Across the entries that follow, work out the number of lines containing the string "linecap", and state it alone.

-- PROVIDED MATERIAL follows --

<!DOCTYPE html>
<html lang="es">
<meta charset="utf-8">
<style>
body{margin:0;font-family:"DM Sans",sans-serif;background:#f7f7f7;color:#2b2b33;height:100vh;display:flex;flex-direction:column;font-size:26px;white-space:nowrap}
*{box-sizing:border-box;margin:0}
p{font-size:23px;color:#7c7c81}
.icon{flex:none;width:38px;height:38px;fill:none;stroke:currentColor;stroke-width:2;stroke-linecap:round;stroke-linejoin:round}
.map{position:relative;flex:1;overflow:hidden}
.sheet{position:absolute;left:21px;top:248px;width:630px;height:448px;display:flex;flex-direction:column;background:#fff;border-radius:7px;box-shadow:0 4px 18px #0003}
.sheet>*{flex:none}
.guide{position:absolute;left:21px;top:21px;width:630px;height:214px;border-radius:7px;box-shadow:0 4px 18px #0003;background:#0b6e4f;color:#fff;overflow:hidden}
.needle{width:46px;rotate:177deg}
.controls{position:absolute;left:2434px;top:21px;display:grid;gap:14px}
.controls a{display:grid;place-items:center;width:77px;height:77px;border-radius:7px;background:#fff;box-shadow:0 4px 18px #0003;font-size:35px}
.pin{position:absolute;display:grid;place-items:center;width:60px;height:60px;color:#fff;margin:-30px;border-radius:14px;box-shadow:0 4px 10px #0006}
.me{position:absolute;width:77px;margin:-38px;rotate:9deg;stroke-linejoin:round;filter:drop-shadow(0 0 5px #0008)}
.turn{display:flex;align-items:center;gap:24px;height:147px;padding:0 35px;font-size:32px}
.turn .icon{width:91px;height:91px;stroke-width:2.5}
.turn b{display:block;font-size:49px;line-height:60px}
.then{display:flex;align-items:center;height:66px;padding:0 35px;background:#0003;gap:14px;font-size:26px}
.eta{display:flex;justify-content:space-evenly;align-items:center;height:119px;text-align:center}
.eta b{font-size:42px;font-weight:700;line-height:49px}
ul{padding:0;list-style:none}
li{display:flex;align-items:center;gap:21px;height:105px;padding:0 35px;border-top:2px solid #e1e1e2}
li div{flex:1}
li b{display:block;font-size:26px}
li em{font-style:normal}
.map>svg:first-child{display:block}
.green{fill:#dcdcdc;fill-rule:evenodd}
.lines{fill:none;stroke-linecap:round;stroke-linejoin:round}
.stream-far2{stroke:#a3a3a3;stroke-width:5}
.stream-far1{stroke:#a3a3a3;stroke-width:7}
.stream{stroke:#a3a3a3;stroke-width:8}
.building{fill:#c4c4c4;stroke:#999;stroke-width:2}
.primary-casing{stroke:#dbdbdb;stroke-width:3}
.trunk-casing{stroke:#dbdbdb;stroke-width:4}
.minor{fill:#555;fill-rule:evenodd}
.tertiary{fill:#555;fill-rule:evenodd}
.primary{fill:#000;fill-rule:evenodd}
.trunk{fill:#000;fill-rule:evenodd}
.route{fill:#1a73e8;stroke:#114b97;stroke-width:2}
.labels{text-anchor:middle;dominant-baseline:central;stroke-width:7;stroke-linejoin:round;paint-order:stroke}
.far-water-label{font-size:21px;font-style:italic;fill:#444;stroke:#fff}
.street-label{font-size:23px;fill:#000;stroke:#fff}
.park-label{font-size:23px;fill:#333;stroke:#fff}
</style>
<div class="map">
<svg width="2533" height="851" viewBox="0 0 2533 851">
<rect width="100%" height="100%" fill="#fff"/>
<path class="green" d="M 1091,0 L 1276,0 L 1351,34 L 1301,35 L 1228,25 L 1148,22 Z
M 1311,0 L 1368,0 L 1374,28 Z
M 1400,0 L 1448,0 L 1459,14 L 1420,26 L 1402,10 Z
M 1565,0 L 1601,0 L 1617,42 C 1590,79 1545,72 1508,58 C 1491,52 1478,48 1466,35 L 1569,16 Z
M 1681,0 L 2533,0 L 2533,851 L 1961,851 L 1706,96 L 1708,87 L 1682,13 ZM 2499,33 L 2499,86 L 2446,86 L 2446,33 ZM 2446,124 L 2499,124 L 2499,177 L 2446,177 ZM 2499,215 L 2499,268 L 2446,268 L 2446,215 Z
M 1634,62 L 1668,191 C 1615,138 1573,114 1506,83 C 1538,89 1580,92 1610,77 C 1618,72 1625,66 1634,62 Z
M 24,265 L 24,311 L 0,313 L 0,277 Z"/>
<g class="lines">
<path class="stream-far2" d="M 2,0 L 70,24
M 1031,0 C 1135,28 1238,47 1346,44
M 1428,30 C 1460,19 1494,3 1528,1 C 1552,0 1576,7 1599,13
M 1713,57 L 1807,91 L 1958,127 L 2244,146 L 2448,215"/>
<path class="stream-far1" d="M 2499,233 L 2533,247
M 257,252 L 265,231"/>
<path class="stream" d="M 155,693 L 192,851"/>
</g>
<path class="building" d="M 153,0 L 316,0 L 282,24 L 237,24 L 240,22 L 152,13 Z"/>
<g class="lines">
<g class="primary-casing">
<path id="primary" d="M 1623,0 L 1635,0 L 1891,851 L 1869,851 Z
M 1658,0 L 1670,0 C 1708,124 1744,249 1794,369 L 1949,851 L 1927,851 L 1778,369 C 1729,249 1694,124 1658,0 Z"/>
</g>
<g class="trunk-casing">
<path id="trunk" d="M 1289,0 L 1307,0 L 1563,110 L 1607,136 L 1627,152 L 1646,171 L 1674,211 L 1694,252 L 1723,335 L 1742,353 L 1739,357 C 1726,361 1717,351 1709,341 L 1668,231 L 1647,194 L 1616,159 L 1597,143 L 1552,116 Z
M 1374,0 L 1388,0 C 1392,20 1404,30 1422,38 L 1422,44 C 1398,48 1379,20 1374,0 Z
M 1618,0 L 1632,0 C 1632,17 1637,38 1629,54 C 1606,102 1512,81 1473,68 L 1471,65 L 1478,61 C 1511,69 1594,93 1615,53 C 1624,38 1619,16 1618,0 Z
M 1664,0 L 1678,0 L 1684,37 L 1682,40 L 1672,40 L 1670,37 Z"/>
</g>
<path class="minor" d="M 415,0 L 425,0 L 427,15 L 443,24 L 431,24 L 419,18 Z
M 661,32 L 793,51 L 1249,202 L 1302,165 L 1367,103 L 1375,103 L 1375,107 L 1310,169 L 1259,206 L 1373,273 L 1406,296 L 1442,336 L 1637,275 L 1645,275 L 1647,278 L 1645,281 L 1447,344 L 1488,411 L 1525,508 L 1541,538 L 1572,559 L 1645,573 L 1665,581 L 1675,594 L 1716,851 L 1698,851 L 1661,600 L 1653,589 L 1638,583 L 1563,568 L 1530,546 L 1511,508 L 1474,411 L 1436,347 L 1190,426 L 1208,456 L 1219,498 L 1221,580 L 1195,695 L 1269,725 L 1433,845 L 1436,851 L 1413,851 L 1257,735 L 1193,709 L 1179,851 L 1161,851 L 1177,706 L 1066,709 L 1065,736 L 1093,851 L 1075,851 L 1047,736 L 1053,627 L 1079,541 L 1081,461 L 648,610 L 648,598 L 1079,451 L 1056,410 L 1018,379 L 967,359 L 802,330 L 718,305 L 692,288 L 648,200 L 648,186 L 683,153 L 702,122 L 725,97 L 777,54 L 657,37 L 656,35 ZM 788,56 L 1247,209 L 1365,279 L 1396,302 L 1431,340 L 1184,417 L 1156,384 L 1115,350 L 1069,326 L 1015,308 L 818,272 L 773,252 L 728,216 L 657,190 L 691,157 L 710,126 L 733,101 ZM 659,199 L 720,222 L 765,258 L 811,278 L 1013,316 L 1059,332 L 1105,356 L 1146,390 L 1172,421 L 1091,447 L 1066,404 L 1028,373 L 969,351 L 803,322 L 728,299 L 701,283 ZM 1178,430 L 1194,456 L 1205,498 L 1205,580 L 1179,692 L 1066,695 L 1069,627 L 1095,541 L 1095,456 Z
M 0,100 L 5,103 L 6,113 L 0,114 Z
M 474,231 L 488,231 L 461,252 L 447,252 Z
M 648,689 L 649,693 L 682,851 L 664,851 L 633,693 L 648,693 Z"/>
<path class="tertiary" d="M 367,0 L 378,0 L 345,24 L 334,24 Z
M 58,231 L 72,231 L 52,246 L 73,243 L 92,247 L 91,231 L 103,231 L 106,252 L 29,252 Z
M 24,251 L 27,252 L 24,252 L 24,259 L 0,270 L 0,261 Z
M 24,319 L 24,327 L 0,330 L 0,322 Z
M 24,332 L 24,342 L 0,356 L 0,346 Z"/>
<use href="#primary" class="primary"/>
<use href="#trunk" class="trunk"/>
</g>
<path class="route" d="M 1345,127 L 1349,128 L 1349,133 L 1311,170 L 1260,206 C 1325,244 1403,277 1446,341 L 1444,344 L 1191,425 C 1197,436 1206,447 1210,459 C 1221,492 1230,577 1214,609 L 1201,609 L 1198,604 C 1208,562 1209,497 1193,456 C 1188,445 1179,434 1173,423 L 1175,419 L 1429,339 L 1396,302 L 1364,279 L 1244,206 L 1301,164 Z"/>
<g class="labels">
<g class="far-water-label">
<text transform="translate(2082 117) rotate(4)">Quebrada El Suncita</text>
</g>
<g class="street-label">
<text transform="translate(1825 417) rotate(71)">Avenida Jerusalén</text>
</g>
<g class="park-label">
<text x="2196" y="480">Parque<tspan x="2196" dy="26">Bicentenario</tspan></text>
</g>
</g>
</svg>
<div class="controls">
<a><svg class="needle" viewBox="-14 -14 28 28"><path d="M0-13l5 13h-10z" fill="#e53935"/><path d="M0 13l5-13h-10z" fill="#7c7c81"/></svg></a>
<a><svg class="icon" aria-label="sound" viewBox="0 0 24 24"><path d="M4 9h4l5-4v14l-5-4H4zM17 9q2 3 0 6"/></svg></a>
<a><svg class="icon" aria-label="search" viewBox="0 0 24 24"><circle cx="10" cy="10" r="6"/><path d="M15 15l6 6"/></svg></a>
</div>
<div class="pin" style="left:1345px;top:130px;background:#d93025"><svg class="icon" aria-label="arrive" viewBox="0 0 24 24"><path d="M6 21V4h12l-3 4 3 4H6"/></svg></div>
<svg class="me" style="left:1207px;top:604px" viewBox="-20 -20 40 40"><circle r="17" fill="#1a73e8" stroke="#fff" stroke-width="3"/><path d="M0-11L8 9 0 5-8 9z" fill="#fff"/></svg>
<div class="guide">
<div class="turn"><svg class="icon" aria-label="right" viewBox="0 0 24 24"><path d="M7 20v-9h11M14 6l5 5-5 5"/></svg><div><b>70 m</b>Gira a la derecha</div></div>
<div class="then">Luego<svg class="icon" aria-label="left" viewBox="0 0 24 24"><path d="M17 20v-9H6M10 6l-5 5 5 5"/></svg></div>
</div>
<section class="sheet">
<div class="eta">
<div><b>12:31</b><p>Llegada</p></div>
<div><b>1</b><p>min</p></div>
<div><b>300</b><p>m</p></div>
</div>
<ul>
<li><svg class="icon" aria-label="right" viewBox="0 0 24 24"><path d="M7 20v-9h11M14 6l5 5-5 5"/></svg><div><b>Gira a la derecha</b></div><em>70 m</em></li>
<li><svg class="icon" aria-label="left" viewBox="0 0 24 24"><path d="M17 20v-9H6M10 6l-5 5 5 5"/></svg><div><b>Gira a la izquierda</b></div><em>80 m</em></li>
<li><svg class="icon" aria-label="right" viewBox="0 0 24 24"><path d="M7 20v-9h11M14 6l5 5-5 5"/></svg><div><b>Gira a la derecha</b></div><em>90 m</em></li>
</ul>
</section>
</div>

-- PROVIDED MATERIAL concluded --

▸ **EXERCISE RESULT**
2